No short-haired, yellow-bellied, son of tricky dicky
Is gonna mother hubbard soft soap me
With just a pocketful of hope
Money for dope
Money for rope
Money for snope

Ha I cheated


----------



## EdwardBast (Nov 25, 2013)

Strange Magic said:


> A perfectly understandable explanation would be Lennon's (and then the other Beatles') reluctance to be on record about the song's title and secondary inspiration once Lennon had linked the song to his own young son. It may well be that the initial trigger was young Julian's picture, and then as the creative wheels turned, the LSD possibilities took over the song. But a praiseworthy parental reticence kept Lennon from associating his son in any way with the questionable drug.


Another possibility is that one or both parents helped with the picture, like adding those surprisingly well wrought and colored diamonds, so it could be used as an alibi for the title. If this were the case, it would certainly explain why they would stick with the explanation years later: That would be an embarrassing admission.


----------



## Guest (Nov 16, 2018)

EdwardBast said:


> Another possibility is that one or both parents helped with the picture, like adding those surprisingly well wrought and colored diamonds, so it could be used as an alibi for the title. If this were the case, it would certainly explain why they would stick with the explanation years later: That would be an embarrassing admission.


The epitome of the conspiracy theory - well of course they are denying it, that just proves it more. There were multiple corroborating sources, and Lennon was conspicuously unabashed in interviews and candid almost to a fault. And the origin of the song from something as whimsical as a picture his child drew is completely aligned with other songs he wrote at the time - a carnival poster, newspaper articles, a story of numerous holes being discovered.


----------



## eljr (Aug 8, 2015)

The things you read on the internet.....


----------



## Strange Magic (Sep 14, 2015)

DrMike said:


> The epitome of the conspiracy theory - well of course they are denying it, that just proves it more. There were multiple corroborating sources, and Lennon was conspicuously unabashed in interviews and candid almost to a fault. And the origin of the song from something as whimsical as a picture his child drew is completely aligned with other songs he wrote at the time - a carnival poster, newspaper articles, a story of numerous holes being discovered.


We can choose between competing conspiracies: one to saddle the Beatles with a spurious link of LSD to the perfectly innocent song and title; the other by the Beatles to disavow/hide the linkage. Only The Fool on the Hill and Nowhere Man know the answer.


----------



## EdwardBast (Nov 25, 2013)

DrMike said:


> The epitome of the conspiracy theory - well of course they are denying it, that just proves it more.

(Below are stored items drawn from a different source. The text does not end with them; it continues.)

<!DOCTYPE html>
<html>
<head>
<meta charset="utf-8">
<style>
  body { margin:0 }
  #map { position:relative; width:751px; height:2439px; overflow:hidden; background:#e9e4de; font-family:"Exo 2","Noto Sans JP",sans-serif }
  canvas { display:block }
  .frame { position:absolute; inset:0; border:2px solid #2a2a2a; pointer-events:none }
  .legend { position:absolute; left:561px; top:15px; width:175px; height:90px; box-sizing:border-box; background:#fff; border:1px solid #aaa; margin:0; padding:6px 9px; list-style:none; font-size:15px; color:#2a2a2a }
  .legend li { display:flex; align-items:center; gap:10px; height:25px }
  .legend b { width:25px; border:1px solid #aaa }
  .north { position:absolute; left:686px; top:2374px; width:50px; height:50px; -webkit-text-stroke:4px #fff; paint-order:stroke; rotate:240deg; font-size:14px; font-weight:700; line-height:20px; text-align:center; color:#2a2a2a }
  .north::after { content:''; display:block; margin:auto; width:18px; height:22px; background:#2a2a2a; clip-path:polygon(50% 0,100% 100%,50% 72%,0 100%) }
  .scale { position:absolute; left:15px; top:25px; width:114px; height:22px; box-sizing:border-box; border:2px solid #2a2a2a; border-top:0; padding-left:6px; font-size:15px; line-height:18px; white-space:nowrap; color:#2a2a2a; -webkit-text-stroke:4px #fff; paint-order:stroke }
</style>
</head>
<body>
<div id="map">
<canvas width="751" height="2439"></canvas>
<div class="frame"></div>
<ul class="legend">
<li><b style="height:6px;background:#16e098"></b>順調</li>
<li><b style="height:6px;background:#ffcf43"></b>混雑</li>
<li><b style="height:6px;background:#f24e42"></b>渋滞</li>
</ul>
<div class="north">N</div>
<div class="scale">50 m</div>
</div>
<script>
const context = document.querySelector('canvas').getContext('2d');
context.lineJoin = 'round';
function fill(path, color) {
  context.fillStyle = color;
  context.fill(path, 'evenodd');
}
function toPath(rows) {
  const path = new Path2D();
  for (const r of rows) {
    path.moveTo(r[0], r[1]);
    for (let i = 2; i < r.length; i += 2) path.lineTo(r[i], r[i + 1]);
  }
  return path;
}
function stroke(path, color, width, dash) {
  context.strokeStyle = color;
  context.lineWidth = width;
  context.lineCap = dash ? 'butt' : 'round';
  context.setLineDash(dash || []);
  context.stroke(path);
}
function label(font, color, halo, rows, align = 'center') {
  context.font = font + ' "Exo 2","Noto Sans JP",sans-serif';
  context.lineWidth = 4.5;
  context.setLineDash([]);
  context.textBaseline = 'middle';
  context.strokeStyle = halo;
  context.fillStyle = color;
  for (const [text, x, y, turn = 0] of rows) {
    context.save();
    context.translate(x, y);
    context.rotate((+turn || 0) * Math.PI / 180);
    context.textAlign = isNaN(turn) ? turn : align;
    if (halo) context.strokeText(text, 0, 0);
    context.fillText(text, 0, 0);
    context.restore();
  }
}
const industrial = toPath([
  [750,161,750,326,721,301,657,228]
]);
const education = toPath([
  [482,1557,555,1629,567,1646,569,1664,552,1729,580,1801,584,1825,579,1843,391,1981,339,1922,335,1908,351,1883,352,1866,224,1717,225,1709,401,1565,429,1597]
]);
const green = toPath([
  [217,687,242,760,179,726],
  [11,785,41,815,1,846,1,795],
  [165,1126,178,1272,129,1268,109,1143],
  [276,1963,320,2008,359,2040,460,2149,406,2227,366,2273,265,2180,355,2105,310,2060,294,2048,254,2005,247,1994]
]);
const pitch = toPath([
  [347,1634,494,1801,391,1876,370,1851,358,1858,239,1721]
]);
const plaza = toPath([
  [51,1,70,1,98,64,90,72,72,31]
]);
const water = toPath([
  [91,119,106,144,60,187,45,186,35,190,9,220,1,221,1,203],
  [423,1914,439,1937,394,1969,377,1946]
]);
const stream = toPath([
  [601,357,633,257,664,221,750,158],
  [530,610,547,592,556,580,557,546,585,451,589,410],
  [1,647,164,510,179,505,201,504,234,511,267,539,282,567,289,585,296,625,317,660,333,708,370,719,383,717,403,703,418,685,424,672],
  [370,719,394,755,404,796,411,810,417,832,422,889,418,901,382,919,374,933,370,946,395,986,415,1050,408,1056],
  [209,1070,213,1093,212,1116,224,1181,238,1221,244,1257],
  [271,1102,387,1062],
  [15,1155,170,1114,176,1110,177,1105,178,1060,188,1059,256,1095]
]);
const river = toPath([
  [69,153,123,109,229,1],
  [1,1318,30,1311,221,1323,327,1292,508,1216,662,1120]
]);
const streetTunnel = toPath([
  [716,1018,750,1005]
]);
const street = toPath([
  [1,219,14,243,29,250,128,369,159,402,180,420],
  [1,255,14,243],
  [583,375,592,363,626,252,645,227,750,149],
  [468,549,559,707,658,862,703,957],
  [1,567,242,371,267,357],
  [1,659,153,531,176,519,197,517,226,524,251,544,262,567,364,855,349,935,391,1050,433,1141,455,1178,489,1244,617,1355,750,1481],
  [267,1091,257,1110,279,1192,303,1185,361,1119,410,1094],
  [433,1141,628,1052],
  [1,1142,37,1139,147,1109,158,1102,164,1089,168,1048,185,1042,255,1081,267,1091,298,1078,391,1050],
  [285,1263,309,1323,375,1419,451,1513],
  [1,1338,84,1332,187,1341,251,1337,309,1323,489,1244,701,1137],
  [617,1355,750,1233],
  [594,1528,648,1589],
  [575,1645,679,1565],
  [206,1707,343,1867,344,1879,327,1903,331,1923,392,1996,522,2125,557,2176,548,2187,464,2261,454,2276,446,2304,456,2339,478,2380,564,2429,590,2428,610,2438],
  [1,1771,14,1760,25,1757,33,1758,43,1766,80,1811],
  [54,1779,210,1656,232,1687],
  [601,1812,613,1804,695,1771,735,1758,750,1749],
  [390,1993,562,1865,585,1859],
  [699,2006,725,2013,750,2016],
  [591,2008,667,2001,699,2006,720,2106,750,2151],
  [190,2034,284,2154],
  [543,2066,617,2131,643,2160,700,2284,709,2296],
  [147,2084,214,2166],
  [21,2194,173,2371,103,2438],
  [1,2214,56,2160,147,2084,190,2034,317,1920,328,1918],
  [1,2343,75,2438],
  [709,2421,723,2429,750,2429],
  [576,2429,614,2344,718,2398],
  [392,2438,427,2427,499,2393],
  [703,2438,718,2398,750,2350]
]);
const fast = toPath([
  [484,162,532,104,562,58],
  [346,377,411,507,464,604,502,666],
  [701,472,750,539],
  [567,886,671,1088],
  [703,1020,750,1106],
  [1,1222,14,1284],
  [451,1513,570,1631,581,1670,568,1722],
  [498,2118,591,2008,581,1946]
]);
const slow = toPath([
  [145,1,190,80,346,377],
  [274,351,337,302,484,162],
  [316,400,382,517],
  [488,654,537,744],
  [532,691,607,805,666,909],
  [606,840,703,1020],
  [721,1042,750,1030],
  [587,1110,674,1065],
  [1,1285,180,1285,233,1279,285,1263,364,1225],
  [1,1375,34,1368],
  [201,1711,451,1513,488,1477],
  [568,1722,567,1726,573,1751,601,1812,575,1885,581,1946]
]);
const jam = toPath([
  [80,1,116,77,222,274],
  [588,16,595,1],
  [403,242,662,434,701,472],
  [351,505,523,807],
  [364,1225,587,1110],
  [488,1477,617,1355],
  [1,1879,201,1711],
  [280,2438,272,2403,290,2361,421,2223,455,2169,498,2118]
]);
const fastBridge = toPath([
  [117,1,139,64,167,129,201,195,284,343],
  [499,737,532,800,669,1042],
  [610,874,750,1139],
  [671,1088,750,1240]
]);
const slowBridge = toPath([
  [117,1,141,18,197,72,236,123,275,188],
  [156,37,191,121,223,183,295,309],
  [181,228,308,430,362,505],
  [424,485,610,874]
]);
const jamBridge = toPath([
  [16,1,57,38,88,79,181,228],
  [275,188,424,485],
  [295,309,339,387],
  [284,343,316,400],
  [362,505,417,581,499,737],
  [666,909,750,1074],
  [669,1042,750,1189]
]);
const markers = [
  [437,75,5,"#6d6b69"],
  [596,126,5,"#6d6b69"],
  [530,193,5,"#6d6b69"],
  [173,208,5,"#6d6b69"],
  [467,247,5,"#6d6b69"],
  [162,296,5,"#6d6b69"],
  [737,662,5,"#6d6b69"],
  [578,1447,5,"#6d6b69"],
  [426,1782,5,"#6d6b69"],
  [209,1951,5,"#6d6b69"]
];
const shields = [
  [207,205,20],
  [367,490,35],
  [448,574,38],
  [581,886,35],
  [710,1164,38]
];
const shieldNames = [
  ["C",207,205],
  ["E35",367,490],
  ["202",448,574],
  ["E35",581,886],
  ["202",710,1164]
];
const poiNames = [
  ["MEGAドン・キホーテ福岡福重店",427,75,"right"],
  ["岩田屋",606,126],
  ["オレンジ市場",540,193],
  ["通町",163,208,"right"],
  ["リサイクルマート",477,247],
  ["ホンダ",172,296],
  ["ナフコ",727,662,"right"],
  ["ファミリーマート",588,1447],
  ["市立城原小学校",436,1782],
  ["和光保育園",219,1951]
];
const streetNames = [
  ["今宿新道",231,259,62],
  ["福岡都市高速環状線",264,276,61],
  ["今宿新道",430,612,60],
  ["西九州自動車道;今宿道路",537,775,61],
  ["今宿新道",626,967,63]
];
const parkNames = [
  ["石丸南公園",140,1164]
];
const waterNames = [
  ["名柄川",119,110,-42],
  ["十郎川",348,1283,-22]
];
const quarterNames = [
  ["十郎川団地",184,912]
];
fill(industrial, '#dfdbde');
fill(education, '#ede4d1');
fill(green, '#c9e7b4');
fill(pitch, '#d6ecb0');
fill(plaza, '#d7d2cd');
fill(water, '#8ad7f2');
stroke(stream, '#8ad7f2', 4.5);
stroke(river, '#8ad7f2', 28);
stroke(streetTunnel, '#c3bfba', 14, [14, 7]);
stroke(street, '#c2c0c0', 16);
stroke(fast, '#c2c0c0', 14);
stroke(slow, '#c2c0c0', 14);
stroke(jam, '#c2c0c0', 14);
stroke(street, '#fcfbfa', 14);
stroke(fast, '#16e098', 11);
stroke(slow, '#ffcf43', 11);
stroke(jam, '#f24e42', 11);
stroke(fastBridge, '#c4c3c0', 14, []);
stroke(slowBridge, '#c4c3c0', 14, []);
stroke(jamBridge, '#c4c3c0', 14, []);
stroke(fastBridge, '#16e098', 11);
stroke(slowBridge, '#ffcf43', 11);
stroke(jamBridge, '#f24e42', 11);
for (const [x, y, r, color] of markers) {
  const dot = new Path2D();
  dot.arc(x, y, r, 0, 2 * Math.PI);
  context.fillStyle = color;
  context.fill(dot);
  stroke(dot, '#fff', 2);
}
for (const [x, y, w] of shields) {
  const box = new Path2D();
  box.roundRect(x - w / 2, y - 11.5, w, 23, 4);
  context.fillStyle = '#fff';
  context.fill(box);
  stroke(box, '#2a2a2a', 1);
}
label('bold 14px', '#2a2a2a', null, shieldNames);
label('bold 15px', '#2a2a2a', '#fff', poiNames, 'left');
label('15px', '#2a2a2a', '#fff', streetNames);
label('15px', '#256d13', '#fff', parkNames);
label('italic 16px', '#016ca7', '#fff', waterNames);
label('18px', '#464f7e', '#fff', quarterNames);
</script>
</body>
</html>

There were multiple corroborating sources, and Lennon was conspicuously unabashed in interviews and candid almost to a fault. And the origin of the song from something as whimsical as a picture his child drew is completely aligned with other songs he wrote at the time - a carnival poster, newspaper articles, a story of numerous holes being discovered.


No, the epitome of a conspiracy theory is not to present an explanation as one of several possibilities, as I did, it is to argue that that theory and it alone must be true. The most unlikely story is the one The Beatles pushed. What explains their subsequent behavior is not altogether clear. Hence the speculation.


----------



## philoctetes (Jun 15, 2017)

They were thinking ahead to when they would be 64...


----------



## Haydn man (Jan 25, 2014)

Diverting back to the topic in hand
Led Zep best rock band, Beetles best pop band
Good to see the brits still coming out on top

On other matters I am about to take some acid so that I can provide the definitive answer to the other question.


----------



## Room2201974 (Jan 23, 2018)

Haydn man said:


> Good to see the brits still coming out on top
> 
> On other matters I am about to take some acid so that I can provide the definitive answer to the other question.


"Brit" in name only. They're truly the greatest Irish band ever!

I suggest citric acid. You'll find that in the tangerine trees and marmalade skies.


----------



## Strange Magic (Sep 14, 2015)

Haydn man said:


> Diverting back to the topic in hand
> Led Zep best rock band, Beetles best pop band
> Good to see the brits still coming out on top
> 
> On other matters I am about to take some acid so that I can provide the definitive answer to the other question.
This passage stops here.